# FLORAH Tree: Inference Tutorial

This notebook demonstrates how to use a pre-trained `AutoregTreeGen` model to generate synthetic merger trees. We will cover the following steps:
1. **Configuration**: Loading the necessary hyperparameters.
2. **Load Model**: Loading a trained model from a checkpoint.
3. **Prepare Input Data**: Setting up the initial conditions (root halos) for tree generation.
4. **Generate Trees**: Running the inference process.
5. **Save & Analyze Results**: Storing the generated trees and performing some basic analysis.

## 1. Configuration

First, we need to load the configuration file that was used for training the model. This ensures that the model architecture and other parameters are consistent.

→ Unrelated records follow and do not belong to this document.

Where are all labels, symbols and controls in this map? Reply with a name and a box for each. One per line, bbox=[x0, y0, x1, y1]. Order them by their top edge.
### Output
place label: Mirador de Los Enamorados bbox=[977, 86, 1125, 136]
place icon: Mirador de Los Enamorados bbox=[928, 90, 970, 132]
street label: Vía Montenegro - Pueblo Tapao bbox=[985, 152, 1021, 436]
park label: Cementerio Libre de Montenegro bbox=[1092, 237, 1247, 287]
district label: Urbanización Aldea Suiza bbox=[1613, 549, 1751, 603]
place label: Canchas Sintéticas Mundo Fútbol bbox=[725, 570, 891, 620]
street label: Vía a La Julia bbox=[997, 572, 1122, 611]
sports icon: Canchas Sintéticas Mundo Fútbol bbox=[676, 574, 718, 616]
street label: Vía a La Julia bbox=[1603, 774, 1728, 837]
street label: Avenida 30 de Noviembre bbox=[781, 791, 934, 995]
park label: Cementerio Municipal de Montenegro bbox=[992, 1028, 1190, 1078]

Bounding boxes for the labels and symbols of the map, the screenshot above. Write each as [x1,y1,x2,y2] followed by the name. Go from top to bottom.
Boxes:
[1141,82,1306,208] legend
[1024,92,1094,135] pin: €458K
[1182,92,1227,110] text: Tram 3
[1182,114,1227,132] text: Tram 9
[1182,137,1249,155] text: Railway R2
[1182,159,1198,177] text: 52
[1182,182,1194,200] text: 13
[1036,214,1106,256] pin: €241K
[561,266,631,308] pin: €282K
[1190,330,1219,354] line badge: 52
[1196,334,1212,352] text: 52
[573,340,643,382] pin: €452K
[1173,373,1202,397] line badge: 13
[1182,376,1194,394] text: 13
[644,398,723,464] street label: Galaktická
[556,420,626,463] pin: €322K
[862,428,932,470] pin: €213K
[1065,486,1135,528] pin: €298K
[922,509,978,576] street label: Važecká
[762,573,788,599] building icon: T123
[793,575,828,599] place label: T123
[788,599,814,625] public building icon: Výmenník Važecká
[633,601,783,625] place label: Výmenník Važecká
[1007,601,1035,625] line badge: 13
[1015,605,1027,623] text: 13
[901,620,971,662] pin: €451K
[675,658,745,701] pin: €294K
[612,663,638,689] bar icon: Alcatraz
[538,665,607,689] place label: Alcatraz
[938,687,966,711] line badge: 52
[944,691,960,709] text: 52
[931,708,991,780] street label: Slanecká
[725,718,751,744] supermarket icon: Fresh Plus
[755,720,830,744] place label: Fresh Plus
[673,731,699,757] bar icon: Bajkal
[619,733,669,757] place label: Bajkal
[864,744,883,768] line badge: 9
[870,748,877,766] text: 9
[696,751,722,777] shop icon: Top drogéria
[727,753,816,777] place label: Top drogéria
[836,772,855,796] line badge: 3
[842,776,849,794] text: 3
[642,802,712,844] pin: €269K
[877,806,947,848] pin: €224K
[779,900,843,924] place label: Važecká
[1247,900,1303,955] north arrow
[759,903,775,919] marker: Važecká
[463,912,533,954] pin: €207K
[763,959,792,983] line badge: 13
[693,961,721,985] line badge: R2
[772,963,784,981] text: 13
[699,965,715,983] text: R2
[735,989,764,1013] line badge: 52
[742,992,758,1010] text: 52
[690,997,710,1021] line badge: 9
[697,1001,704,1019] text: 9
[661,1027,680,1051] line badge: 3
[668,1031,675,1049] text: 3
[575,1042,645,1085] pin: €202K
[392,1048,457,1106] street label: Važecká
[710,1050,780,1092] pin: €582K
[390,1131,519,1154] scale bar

We will also define some inference-specific parameters.

In [None]:
import os
import sys
import pickle
import glob
import re
import numpy as np
import torch
import ml_collections
from ml_collections import config_flags
from absl import flags

# Add the project root to the Python path
sys.path.append(os.path.abspath('..'))

import datasets
from florah_tree import infer_utils, training_utils, models_utils, analysis_utils
from florah_tree.atg import AutoregTreeGen

# --- Configuration ---
# Load the same configuration file used for training
config_path = '../configs/vsmdpl-nprog3-zmax10.py'

# To avoid parsing flags in a notebook, we can manually load the config
from ml_collections import config_dict
import importlib.util

spec = importlib.util.spec_from_file_location('config', config_path)
config_module = importlib.util.module_from_spec(spec)
spec.loader.exec_module(config_module)
config = config_module.get_config()

# --- Inference-specific settings ---
# These settings are typically in `config.data_infer`
config.data_infer = ml_collections.ConfigDict()
config.data_infer.name = 'VMDPL'
config.data_infer.root = '/path/to/your/simulation/data' # IMPORTANT: Update this path
config.data_infer.box = 'VMDPL'
config.data_infer.zmax = 10.0
config.data_infer.step = 1
config.data_infer.num_files = 1
config.data_infer.num_max_trees = 100 # Number of trees to use as roots
config.data_infer.multiplicative_factor = 1 # Generate this many trees per root
config.data_infer.batch_size = 128
config.data_infer.outdir = './inference_output'

# --- Checkpoint settings ---
# 'best', 'last', or a specific checkpoint file (e.g., 'epoch=1-step=100.ckpt')
config.checkpoint_infer = 'best'

print("Configuration loaded and updated for inference.")

## 2. Load Model

Now, we'll load the trained `AutoregTreeGen` model from the specified checkpoint. The script will automatically find the best or last checkpoint in the work directory if specified.

In [None]:
device = torch.device("cuda" if torch.cuda.is_available() else "cpu")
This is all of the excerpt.